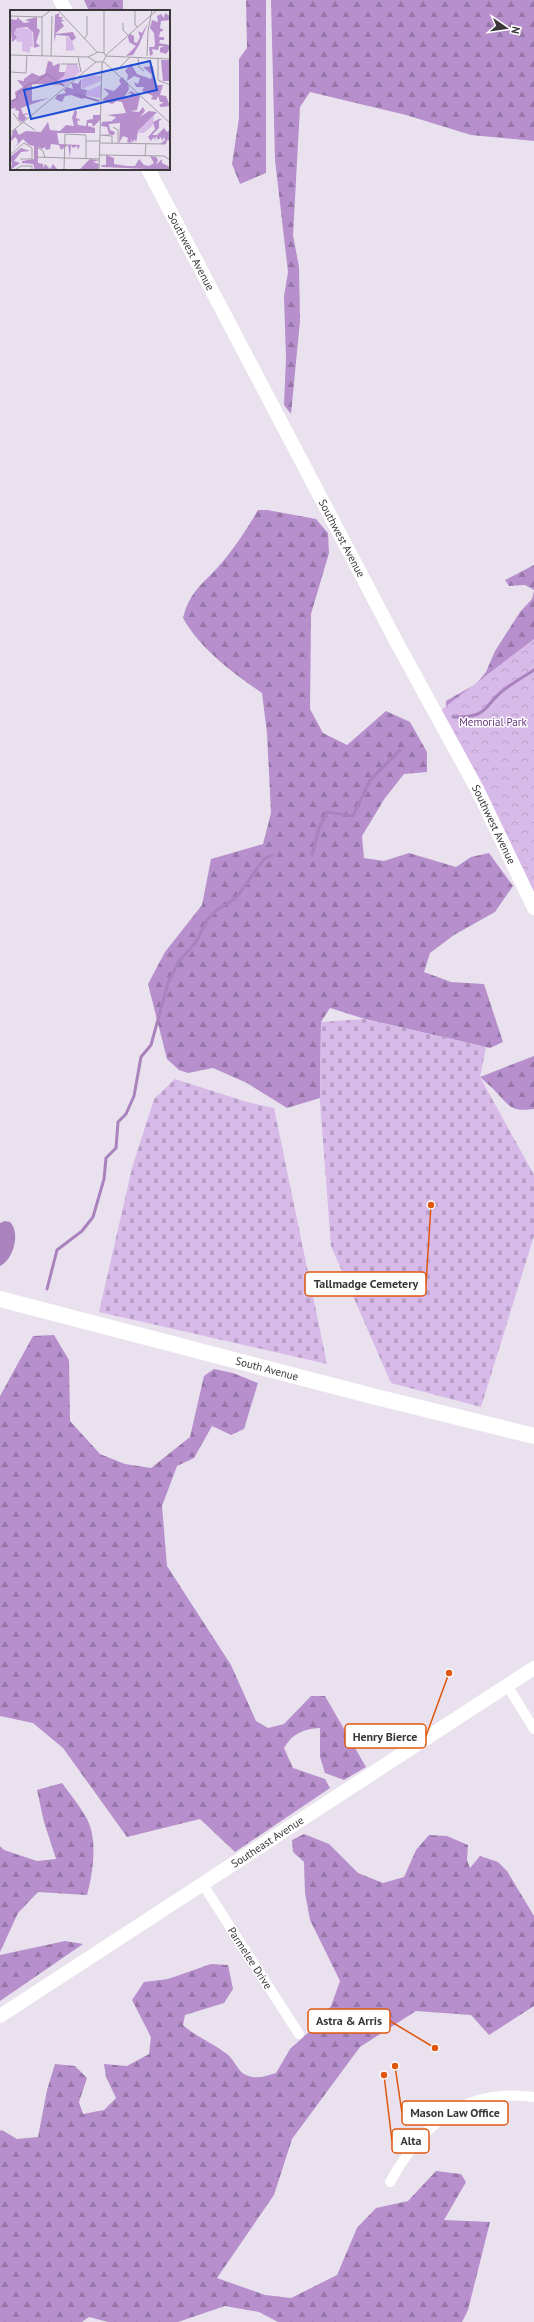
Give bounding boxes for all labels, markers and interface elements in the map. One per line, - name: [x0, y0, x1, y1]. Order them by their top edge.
- north arrow: [486, 8, 526, 48]
- inset map: [10, 10, 170, 170]
- text: N: [508, 25, 523, 35]
- street label: Southwest Avenue: [165, 210, 218, 293]
- street label: Southwest Avenue: [316, 497, 368, 580]
- park label: Memorial Park: [459, 715, 528, 729]
- street label: Southwest Avenue: [469, 782, 519, 867]
- callout: Tallmadge Cemetery: [305, 1272, 426, 1296]
- text: Tallmadge Cemetery: [314, 1276, 418, 1291]
- street label: South Avenue: [234, 1354, 300, 1384]
- callout: Henry Bierce: [345, 1724, 426, 1748]
- text: Henry Bierce: [353, 1729, 417, 1744]
- street label: Southeast Avenue: [228, 1813, 307, 1871]
- street label: Parmelee Drive: [225, 1924, 276, 1992]
- callout: Astra & Arris: [308, 2009, 390, 2033]
- text: Astra & Arris: [316, 2013, 382, 2028]
- callout: Mason Law Office: [402, 2101, 508, 2125]
- text: Mason Law Office: [410, 2105, 500, 2120]
- callout: Alta: [392, 2129, 429, 2153]
- text: Alta: [401, 2133, 422, 2148]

···

Please output every record above exactly. Leave the pictures out.

-- EXERCISE SOLUTION --
Give bounding boxes for all labels, markers and interface elements in the map. One per line, - name: [x0, y0, x1, y1]. Order them by their top edge.
- north arrow: [486, 8, 526, 48]
- inset map: [10, 10, 170, 170]
- text: N: [508, 25, 523, 35]
- street label: Southwest Avenue: [165, 210, 218, 293]
- street label: Southwest Avenue: [316, 497, 368, 580]
- park label: Memorial Park: [459, 715, 528, 729]
- street label: Southwest Avenue: [469, 782, 519, 867]
- callout: Tallmadge Cemetery: [305, 1272, 426, 1296]
- text: Tallmadge Cemetery: [314, 1276, 418, 1291]
- street label: South Avenue: [234, 1354, 300, 1384]
- callout: Henry Bierce: [345, 1724, 426, 1748]
- text: Henry Bierce: [353, 1729, 417, 1744]
- street label: Southeast Avenue: [228, 1813, 307, 1871]
- street label: Parmelee Drive: [225, 1924, 276, 1992]
- callout: Astra & Arris: [308, 2009, 390, 2033]
- text: Astra & Arris: [316, 2013, 382, 2028]
- callout: Mason Law Office: [402, 2101, 508, 2125]
- text: Mason Law Office: [410, 2105, 500, 2120]
- callout: Alta: [392, 2129, 429, 2153]
- text: Alta: [401, 2133, 422, 2148]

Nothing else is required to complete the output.